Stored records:
====================

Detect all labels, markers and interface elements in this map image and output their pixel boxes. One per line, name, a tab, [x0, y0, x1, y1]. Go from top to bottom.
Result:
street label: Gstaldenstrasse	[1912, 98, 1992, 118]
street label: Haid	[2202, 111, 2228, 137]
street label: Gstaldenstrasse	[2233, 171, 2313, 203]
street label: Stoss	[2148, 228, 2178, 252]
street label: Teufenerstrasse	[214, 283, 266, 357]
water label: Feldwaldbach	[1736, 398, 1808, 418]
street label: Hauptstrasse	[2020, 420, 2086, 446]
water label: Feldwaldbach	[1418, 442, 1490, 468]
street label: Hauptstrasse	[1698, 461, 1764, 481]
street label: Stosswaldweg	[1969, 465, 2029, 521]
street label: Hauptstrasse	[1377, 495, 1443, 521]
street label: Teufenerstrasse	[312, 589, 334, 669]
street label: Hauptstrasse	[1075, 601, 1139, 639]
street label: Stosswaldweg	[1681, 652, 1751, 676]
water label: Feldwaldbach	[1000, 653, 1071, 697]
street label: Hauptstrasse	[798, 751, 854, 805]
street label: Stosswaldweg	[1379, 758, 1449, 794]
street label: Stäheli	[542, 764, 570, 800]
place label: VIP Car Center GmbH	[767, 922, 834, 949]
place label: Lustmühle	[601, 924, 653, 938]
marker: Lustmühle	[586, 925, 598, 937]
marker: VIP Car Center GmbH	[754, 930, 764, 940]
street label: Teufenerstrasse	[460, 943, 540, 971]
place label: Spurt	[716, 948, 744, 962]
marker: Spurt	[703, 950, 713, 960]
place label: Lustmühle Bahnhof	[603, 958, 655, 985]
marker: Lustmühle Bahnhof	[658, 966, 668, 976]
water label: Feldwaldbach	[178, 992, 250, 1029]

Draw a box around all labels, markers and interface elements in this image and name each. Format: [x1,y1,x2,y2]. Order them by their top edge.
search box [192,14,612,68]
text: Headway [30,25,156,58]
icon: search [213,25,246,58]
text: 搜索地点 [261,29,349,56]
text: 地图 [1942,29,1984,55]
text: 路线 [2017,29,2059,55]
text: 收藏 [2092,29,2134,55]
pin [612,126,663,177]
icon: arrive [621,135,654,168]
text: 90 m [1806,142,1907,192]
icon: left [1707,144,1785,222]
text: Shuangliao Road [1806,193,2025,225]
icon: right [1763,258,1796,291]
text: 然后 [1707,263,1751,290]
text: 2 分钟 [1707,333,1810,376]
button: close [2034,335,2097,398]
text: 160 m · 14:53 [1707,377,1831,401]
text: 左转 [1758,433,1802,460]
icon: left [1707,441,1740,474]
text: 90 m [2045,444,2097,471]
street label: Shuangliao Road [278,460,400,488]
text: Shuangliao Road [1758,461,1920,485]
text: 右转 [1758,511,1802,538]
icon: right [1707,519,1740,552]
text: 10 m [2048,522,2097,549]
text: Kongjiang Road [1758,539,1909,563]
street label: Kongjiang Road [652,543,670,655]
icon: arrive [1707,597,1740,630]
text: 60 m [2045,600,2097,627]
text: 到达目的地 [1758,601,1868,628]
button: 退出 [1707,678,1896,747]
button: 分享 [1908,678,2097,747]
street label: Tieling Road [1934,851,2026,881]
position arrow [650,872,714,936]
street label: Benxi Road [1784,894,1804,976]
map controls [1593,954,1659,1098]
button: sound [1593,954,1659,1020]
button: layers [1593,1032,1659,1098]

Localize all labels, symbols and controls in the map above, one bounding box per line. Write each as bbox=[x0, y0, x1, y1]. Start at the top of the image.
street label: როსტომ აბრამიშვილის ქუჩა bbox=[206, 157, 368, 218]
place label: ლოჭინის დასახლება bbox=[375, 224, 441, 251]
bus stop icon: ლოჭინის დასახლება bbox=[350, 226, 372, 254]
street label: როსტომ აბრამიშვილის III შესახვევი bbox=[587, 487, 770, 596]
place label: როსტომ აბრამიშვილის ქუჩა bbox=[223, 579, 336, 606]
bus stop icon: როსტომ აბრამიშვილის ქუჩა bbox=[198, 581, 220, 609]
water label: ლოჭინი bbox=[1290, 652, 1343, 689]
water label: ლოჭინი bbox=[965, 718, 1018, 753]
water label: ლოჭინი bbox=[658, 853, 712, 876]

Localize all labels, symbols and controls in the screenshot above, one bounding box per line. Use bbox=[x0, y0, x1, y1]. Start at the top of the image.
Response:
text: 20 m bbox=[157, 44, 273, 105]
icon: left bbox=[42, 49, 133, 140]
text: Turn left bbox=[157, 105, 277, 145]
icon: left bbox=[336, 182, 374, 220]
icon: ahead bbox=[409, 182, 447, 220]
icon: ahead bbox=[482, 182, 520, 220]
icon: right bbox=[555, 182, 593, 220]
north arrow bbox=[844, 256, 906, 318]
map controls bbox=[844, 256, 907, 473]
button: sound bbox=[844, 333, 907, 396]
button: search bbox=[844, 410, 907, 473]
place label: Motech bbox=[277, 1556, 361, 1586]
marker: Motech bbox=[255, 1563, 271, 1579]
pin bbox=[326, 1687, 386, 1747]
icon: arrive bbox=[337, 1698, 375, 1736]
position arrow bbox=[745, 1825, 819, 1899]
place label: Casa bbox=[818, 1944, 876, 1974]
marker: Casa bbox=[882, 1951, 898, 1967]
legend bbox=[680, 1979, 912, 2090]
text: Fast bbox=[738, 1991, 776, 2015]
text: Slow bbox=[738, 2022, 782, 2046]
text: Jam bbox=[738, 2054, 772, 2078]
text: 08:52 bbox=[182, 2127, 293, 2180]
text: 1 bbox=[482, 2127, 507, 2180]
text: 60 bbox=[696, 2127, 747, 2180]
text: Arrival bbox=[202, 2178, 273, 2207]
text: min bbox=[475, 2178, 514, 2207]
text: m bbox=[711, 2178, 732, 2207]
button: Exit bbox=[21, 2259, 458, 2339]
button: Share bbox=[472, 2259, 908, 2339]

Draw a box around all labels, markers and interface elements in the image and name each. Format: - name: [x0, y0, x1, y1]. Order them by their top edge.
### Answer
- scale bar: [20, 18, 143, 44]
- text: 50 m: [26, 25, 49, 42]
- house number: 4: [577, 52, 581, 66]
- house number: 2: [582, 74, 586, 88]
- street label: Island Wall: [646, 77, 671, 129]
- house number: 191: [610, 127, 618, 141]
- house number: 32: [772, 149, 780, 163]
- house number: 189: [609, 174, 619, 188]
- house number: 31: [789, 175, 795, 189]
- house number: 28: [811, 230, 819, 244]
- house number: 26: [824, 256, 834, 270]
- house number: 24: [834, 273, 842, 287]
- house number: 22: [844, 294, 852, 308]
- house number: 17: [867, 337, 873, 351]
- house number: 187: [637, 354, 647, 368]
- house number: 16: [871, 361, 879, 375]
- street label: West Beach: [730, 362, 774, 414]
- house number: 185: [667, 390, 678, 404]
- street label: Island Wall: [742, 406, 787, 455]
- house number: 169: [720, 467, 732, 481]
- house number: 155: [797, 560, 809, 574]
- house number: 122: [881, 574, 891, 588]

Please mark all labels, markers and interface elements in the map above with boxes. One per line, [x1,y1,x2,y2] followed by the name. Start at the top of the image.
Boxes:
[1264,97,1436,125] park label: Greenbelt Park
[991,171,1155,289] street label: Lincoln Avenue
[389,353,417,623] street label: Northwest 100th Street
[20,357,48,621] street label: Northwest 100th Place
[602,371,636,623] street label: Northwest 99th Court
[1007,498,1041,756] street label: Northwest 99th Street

====================

* Exercise goal:
Each record above should be repeated exactly.

* Solution for this task:
Detect all labels, markers and interface elements in this map image and output their pixel boxes. One per line, name, a tab, [x0, y0, x1, y1]. Go from top to bottom.
Result:
street label: Gstaldenstrasse	[1912, 98, 1992, 118]
street label: Haid	[2202, 111, 2228, 137]
street label: Gstaldenstrasse	[2233, 171, 2313, 203]
street label: Stoss	[2148, 228, 2178, 252]
street label: Teufenerstrasse	[214, 283, 266, 357]
water label: Feldwaldbach	[1736, 398, 1808, 418]
street label: Hauptstrasse	[2020, 420, 2086, 446]
water label: Feldwaldbach	[1418, 442, 1490, 468]
street label: Hauptstrasse	[1698, 461, 1764, 481]
street label: Stosswaldweg	[1969, 465, 2029, 521]
street label: Hauptstrasse	[1377, 495, 1443, 521]
street label: Teufenerstrasse	[312, 589, 334, 669]
street label: Hauptstrasse	[1075, 601, 1139, 639]
street label: Stosswaldweg	[1681, 652, 1751, 676]
water label: Feldwaldbach	[1000, 653, 1071, 697]
street label: Hauptstrasse	[798, 751, 854, 805]
street label: Stosswaldweg	[1379, 758, 1449, 794]
street label: Stäheli	[542, 764, 570, 800]
place label: VIP Car Center GmbH	[767, 922, 834, 949]
place label: Lustmühle	[601, 924, 653, 938]
marker: Lustmühle	[586, 925, 598, 937]
marker: VIP Car Center GmbH	[754, 930, 764, 940]
street label: Teufenerstrasse	[460, 943, 540, 971]
place label: Spurt	[716, 948, 744, 962]
marker: Spurt	[703, 950, 713, 960]
place label: Lustmühle Bahnhof	[603, 958, 655, 985]
marker: Lustmühle Bahnhof	[658, 966, 668, 976]
water label: Feldwaldbach	[178, 992, 250, 1029]

Draw a box around all labels, markers and interface elements in this image and name each. Format: [x1,y1,x2,y2]. Order them by their top edge.
search box [192,14,612,68]
text: Headway [30,25,156,58]
icon: search [213,25,246,58]
text: 搜索地点 [261,29,349,56]
text: 地图 [1942,29,1984,55]
text: 路线 [2017,29,2059,55]
text: 收藏 [2092,29,2134,55]
pin [612,126,663,177]
icon: arrive [621,135,654,168]
text: 90 m [1806,142,1907,192]
icon: left [1707,144,1785,222]
text: Shuangliao Road [1806,193,2025,225]
icon: right [1763,258,1796,291]
text: 然后 [1707,263,1751,290]
text: 2 分钟 [1707,333,1810,376]
button: close [2034,335,2097,398]
text: 160 m · 14:53 [1707,377,1831,401]
text: 左转 [1758,433,1802,460]
icon: left [1707,441,1740,474]
text: 90 m [2045,444,2097,471]
street label: Shuangliao Road [278,460,400,488]
text: Shuangliao Road [1758,461,1920,485]
text: 右转 [1758,511,1802,538]
icon: right [1707,519,1740,552]
text: 10 m [2048,522,2097,549]
text: Kongjiang Road [1758,539,1909,563]
street label: Kongjiang Road [652,543,670,655]
icon: arrive [1707,597,1740,630]
text: 60 m [2045,600,2097,627]
text: 到达目的地 [1758,601,1868,628]
button: 退出 [1707,678,1896,747]
button: 分享 [1908,678,2097,747]
street label: Tieling Road [1934,851,2026,881]
position arrow [650,872,714,936]
street label: Benxi Road [1784,894,1804,976]
map controls [1593,954,1659,1098]
button: sound [1593,954,1659,1020]
button: layers [1593,1032,1659,1098]

Localize all labels, symbols and controls in the map above, one bounding box per line. Write each as bbox=[x0, y0, x1, y1]. Start at the top of the image.
street label: როსტომ აბრამიშვილის ქუჩა bbox=[206, 157, 368, 218]
place label: ლოჭინის დასახლება bbox=[375, 224, 441, 251]
bus stop icon: ლოჭინის დასახლება bbox=[350, 226, 372, 254]
street label: როსტომ აბრამიშვილის III შესახვევი bbox=[587, 487, 770, 596]
place label: როსტომ აბრამიშვილის ქუჩა bbox=[223, 579, 336, 606]
bus stop icon: როსტომ აბრამიშვილის ქუჩა bbox=[198, 581, 220, 609]
water label: ლოჭინი bbox=[1290, 652, 1343, 689]
water label: ლოჭინი bbox=[965, 718, 1018, 753]
water label: ლოჭინი bbox=[658, 853, 712, 876]

Localize all labels, symbols and controls in the screenshot above, one bounding box per line. Use bbox=[x0, y0, x1, y1]. Start at the top of the image.
Response:
text: 20 m bbox=[157, 44, 273, 105]
icon: left bbox=[42, 49, 133, 140]
text: Turn left bbox=[157, 105, 277, 145]
icon: left bbox=[336, 182, 374, 220]
icon: ahead bbox=[409, 182, 447, 220]
icon: ahead bbox=[482, 182, 520, 220]
icon: right bbox=[555, 182, 593, 220]
north arrow bbox=[844, 256, 906, 318]
map controls bbox=[844, 256, 907, 473]
button: sound bbox=[844, 333, 907, 396]
button: search bbox=[844, 410, 907, 473]
place label: Motech bbox=[277, 1556, 361, 1586]
marker: Motech bbox=[255, 1563, 271, 1579]
pin bbox=[326, 1687, 386, 1747]
icon: arrive bbox=[337, 1698, 375, 1736]
position arrow bbox=[745, 1825, 819, 1899]
place label: Casa bbox=[818, 1944, 876, 1974]
marker: Casa bbox=[882, 1951, 898, 1967]
legend bbox=[680, 1979, 912, 2090]
text: Fast bbox=[738, 1991, 776, 2015]
text: Slow bbox=[738, 2022, 782, 2046]
text: Jam bbox=[738, 2054, 772, 2078]
text: 08:52 bbox=[182, 2127, 293, 2180]
text: 1 bbox=[482, 2127, 507, 2180]
text: 60 bbox=[696, 2127, 747, 2180]
text: Arrival bbox=[202, 2178, 273, 2207]
text: min bbox=[475, 2178, 514, 2207]
text: m bbox=[711, 2178, 732, 2207]
button: Exit bbox=[21, 2259, 458, 2339]
button: Share bbox=[472, 2259, 908, 2339]

Draw a box around all labels, markers and interface elements in the image and name each. Format: - name: [x0, y0, x1, y1]. Order them by their top edge.
### Answer
- scale bar: [20, 18, 143, 44]
- text: 50 m: [26, 25, 49, 42]
- house number: 4: [577, 52, 581, 66]
- house number: 2: [582, 74, 586, 88]
- street label: Island Wall: [646, 77, 671, 129]
- house number: 191: [610, 127, 618, 141]
- house number: 32: [772, 149, 780, 163]
- house number: 189: [609, 174, 619, 188]
- house number: 31: [789, 175, 795, 189]
- house number: 28: [811, 230, 819, 244]
- house number: 26: [824, 256, 834, 270]
- house number: 24: [834, 273, 842, 287]
- house number: 22: [844, 294, 852, 308]
- house number: 17: [867, 337, 873, 351]
- house number: 187: [637, 354, 647, 368]
- house number: 16: [871, 361, 879, 375]
- street label: West Beach: [730, 362, 774, 414]
- house number: 185: [667, 390, 678, 404]
- street label: Island Wall: [742, 406, 787, 455]
- house number: 169: [720, 467, 732, 481]
- house number: 155: [797, 560, 809, 574]
- house number: 122: [881, 574, 891, 588]

Please mark all labels, markers and interface elements in the map above with boxes. One per line, [x1,y1,x2,y2] followed by the name. Start at the top of the image.
Boxes:
[1264,97,1436,125] park label: Greenbelt Park
[991,171,1155,289] street label: Lincoln Avenue
[389,353,417,623] street label: Northwest 100th Street
[20,357,48,621] street label: Northwest 100th Place
[602,371,636,623] street label: Northwest 99th Court
[1007,498,1041,756] street label: Northwest 99th Street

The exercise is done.